Total momentum before = (65.0 kg + 0.15 kg) * 2.5 m/s
Total momentum before = 162.87 kg·m/s

After throwing the snowball, the ice skater's velocity changes. Let's assume the velocity of the ice skater after throwing the snowball is v.

Total momentum after = (Mass of ice skater + Mass of snowball) * Velocity of ice skater after

Total momentum after = (65.0 kg + 0.15 kg) * v
Total momentum after = 65.15 kg * v

Since the total momentum before is equal to the total momentum after, we can equate these two expressions:

Total momentum before = Total momentum after
162.87 kg·m/s = 65.15 kg * v

Now, we can solve for v:

v = 162.87 kg·m/s / 65.15 kg
v ≈ 2.50 m/s

Therefore, the velocity of the ice skater after throwing the snowball is approximately 2.50 m/s to the right.

b. In a perfectly inelastic collision, the two objects stick together after the collision, so they have the same final velocity.

For the second part of the problem, the momentum before the collision is the same as in part a:

Total momentum before = (Mass of ice skater + Mass of snowball) * Velocity of ice skater before
Total momentum before = (65.0 kg + 0.15 kg) * 2.5 m/s
Total momentum before = 162.87 kg·m/s

After the collision, the two skaters and the snowball move together as a single mass.
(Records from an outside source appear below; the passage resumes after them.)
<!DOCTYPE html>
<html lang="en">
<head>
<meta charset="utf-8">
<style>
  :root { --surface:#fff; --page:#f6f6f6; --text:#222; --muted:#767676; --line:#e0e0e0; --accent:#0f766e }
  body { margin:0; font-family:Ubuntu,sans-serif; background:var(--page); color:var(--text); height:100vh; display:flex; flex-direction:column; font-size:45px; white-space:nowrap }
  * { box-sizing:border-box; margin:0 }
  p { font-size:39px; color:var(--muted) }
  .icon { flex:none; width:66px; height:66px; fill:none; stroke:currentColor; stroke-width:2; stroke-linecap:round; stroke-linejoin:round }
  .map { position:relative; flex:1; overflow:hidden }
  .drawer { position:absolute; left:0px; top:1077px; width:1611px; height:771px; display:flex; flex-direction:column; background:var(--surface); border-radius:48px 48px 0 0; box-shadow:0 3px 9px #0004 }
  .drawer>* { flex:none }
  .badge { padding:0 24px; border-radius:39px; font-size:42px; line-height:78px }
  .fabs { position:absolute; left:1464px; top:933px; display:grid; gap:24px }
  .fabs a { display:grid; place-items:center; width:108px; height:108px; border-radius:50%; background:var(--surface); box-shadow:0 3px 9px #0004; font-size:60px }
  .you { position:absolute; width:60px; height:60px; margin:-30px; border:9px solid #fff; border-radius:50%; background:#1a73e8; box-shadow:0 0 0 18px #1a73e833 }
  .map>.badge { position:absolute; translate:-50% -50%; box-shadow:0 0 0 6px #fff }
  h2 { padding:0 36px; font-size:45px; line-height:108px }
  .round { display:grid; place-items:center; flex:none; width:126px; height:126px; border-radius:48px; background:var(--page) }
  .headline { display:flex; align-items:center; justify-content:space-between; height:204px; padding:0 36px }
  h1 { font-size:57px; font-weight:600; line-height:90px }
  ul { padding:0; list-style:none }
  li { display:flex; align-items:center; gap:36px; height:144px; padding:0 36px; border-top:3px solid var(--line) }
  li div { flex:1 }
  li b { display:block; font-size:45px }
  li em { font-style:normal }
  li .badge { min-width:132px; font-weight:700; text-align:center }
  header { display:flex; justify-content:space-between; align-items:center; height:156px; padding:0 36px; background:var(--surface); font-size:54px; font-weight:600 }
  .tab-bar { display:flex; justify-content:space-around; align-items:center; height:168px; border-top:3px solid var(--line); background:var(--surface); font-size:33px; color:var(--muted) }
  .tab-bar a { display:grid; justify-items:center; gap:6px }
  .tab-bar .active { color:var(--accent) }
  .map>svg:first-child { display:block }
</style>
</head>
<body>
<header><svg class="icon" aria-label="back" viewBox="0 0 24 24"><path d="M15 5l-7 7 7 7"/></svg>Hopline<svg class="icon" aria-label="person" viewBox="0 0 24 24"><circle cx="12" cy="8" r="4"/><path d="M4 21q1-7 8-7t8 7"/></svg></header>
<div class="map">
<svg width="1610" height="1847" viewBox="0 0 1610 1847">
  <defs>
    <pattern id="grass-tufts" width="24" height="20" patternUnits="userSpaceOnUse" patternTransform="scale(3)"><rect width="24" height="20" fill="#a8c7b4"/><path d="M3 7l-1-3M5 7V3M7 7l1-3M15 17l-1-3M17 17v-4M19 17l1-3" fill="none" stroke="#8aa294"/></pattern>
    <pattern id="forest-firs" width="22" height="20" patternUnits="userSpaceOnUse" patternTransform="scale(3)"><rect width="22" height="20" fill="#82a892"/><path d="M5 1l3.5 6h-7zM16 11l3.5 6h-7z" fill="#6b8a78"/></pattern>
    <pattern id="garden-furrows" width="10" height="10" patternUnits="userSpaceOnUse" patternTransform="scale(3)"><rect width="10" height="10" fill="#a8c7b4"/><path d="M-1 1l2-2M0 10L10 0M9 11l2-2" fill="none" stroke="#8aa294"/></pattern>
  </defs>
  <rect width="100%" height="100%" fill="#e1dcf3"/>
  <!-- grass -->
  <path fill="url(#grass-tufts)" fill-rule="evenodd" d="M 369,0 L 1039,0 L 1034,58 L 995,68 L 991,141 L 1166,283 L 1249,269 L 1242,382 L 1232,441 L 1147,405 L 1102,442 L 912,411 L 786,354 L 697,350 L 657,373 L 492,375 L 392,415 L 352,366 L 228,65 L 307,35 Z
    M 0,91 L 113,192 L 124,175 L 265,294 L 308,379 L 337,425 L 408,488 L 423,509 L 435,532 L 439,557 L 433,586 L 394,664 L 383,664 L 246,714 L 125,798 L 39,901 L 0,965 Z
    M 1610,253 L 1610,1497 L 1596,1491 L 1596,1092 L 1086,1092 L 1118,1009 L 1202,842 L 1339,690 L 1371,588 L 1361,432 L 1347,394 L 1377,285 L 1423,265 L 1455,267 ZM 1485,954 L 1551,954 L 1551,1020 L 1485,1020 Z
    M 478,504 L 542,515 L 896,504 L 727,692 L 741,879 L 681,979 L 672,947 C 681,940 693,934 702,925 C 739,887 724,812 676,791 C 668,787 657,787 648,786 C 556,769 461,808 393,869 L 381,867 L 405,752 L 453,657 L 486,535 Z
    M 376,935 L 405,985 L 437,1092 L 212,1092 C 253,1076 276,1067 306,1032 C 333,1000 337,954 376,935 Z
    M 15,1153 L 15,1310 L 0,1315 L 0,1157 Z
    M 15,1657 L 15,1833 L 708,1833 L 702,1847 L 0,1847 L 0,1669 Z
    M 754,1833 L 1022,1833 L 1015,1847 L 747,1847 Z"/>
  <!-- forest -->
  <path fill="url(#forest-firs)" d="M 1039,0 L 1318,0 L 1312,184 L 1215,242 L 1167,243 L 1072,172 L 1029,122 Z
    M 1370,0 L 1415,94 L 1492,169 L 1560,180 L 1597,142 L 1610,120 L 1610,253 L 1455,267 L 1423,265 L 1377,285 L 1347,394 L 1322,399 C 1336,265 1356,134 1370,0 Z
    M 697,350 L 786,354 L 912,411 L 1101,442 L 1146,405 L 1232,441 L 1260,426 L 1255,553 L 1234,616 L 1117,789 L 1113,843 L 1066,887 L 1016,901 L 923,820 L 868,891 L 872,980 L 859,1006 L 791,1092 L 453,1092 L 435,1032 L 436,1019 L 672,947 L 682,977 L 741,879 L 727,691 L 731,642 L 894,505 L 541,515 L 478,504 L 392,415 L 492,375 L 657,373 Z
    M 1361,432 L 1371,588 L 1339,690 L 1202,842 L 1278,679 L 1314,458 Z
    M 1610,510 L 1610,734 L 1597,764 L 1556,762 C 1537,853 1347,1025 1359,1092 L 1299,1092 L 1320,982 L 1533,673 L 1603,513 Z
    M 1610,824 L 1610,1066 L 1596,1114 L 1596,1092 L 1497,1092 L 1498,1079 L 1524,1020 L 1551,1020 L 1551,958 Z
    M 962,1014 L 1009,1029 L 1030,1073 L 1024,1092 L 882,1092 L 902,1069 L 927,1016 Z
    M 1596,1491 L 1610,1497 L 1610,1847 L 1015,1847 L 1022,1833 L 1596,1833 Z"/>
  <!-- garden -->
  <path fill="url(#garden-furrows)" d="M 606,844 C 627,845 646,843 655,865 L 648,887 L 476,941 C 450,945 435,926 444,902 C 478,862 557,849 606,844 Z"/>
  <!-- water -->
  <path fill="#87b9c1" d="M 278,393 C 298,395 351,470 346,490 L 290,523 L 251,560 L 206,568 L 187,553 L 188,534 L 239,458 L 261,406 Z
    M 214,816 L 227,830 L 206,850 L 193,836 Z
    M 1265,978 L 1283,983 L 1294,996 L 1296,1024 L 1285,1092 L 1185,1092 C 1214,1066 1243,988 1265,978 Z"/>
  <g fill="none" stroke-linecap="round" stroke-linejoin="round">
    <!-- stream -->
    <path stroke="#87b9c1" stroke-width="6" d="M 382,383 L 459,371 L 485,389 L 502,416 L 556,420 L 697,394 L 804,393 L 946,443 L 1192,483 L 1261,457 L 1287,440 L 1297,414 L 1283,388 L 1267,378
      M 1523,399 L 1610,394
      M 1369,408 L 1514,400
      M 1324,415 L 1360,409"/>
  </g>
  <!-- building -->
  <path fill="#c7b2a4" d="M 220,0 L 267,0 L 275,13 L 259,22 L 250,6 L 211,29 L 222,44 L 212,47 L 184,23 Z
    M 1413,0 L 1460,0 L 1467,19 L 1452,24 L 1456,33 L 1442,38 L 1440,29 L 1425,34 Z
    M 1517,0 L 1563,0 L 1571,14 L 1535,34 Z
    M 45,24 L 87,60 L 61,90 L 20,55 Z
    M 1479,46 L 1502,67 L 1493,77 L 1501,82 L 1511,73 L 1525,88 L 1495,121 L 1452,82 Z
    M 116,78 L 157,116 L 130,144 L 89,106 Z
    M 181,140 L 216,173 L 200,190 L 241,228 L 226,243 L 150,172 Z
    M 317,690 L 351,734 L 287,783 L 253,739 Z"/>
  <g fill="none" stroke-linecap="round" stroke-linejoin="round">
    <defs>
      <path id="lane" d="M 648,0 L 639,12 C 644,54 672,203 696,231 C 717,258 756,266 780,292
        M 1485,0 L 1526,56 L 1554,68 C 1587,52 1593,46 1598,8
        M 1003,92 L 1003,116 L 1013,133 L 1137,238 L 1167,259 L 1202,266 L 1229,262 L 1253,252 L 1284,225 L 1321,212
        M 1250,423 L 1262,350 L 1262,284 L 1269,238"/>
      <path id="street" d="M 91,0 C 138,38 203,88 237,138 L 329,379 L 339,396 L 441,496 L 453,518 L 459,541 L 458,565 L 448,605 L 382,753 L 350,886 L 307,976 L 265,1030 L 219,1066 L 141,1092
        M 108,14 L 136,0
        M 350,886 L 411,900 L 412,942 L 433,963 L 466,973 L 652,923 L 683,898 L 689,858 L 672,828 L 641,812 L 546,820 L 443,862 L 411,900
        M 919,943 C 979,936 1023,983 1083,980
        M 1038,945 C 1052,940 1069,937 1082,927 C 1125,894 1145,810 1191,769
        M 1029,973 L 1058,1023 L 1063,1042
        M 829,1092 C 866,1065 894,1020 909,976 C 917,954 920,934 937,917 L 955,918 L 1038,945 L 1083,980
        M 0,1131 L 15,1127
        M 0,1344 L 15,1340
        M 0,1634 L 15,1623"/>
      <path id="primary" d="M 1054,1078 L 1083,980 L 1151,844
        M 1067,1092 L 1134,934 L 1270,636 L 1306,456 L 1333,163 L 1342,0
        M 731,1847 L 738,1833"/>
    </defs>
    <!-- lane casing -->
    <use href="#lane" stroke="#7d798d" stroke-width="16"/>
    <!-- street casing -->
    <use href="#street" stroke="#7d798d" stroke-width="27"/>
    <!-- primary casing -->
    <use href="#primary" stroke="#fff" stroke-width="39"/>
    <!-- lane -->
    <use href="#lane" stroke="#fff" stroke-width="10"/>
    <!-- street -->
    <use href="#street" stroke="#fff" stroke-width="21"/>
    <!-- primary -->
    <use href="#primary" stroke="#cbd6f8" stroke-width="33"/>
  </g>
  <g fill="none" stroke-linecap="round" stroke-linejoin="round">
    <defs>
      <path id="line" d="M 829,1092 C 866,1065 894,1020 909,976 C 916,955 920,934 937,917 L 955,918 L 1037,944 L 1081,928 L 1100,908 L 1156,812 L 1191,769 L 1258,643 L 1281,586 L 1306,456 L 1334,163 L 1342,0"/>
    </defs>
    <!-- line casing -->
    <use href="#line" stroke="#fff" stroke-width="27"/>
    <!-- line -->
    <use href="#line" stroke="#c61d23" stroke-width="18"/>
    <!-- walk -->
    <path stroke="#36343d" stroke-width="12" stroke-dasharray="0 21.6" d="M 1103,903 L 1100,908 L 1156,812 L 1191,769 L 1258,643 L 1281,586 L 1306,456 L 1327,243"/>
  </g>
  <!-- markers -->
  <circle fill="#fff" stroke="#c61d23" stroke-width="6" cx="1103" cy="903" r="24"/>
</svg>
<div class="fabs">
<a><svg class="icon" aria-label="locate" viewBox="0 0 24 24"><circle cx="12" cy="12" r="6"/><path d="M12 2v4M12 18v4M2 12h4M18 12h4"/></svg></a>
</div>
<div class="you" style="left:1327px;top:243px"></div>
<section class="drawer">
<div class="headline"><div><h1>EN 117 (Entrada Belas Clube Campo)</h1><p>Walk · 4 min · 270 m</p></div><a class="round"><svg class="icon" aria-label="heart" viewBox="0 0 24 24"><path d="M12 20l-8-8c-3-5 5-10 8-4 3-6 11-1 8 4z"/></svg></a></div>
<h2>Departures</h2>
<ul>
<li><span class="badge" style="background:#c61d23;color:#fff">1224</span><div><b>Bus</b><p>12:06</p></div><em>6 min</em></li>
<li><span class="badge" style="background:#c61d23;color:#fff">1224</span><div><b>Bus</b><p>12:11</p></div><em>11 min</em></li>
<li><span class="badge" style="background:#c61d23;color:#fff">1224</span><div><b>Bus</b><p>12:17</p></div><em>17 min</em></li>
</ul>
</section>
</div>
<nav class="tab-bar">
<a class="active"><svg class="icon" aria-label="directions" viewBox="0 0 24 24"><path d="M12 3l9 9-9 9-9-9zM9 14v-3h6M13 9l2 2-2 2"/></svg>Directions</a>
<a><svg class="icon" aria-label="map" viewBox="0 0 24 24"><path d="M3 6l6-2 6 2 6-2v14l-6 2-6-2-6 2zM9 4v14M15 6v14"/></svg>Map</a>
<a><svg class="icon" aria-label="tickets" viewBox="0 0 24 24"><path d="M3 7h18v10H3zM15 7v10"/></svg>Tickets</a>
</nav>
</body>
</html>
Let's assume the final velocity is v'.

Total momentum after = (Mass of ice skater 1 + Mass of ice skater 2 + Mass of snowball) * Velocity after collision
Total momentum after = (65.0 kg + 60.0 kg + 0.15 kg) * v'

Again, since the total momentum before is equal to the total momentum after, we can equate these two expressions:

Total momentum before = Total momentum after
162.87 kg·m/s = (65.0 kg + 60.0 kg + 0.15 kg) * v'

Now, we can solve for v':

v' = 162.87 kg·m/s / (65.0 kg + 60.0 kg + 0.15 kg)
v' ≈ 0.756 m/s

Therefore, the velocity of the second skater after catching the snowball in a perfectly inelastic collision is approximately 0.756 m/s to the right.